_Problem to work on_. Quote exactly the lines from the start of the entries to the one with "Quick job: Dump", both ends included.

(Data excerpts)
*-*-*

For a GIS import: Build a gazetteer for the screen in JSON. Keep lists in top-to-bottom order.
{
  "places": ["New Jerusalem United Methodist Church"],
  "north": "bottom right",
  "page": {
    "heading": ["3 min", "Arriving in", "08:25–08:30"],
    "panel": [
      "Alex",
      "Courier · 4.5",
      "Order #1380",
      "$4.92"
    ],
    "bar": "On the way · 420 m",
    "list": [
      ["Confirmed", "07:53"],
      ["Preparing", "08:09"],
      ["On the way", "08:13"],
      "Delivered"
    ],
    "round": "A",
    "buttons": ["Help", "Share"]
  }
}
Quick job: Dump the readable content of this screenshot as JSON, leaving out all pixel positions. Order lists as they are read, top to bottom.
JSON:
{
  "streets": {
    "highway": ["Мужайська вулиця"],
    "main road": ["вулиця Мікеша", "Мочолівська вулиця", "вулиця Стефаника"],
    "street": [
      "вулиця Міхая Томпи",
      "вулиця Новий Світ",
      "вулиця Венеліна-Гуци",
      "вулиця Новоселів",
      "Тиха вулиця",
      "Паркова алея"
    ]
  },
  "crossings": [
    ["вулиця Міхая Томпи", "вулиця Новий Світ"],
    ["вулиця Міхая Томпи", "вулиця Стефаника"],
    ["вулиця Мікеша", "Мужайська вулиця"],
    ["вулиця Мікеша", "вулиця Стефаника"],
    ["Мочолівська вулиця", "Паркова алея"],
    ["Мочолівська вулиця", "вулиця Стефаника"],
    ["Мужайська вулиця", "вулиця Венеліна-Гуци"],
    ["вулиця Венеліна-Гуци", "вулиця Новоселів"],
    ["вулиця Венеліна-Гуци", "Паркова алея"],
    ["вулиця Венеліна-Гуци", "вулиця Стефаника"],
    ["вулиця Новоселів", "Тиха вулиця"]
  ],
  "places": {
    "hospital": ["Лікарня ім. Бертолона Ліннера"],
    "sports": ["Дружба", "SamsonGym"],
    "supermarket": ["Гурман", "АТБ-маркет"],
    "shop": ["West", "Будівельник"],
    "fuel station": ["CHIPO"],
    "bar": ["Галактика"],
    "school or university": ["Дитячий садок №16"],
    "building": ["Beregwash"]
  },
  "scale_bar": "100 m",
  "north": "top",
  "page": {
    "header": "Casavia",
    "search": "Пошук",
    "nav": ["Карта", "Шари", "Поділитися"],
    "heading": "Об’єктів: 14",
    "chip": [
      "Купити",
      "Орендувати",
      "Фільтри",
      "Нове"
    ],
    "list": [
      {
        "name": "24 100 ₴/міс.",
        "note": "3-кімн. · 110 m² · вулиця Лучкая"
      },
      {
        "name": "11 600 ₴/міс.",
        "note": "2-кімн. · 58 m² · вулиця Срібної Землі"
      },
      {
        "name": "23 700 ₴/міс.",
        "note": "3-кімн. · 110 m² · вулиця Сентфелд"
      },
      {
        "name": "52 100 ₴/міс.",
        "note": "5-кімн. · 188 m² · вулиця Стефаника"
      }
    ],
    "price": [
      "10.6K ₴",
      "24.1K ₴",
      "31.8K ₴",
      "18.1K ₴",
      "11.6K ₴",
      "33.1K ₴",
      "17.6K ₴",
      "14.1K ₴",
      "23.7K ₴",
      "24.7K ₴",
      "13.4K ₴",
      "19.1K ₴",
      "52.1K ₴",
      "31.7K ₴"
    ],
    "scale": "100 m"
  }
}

*-*-*

_Exercise response_.
For a GIS import: Build a gazetteer for the screen in JSON. Keep lists in top-to-bottom order.
{
  "places": ["New Jerusalem United Methodist Church"],
  "north": "bottom right",
  "page": {
    "heading": ["3 min", "Arriving in", "08:25–08:30"],
    "panel": [
      "Alex",
      "Courier · 4.5",
      "Order #1380",
      "$4.92"
    ],
    "bar": "On the way · 420 m",
    "list": [
      ["Confirmed", "07:53"],
      ["Preparing", "08:09"],
      ["On the way", "08:13"],
      "Delivered"
    ],
    "round": "A",
    "buttons": ["Help", "Share"]
  }
}
Quick job: Dump the readable content of this screenshot as JSON, leaving out all pixel positions. Order lists as they are read, top to bottom.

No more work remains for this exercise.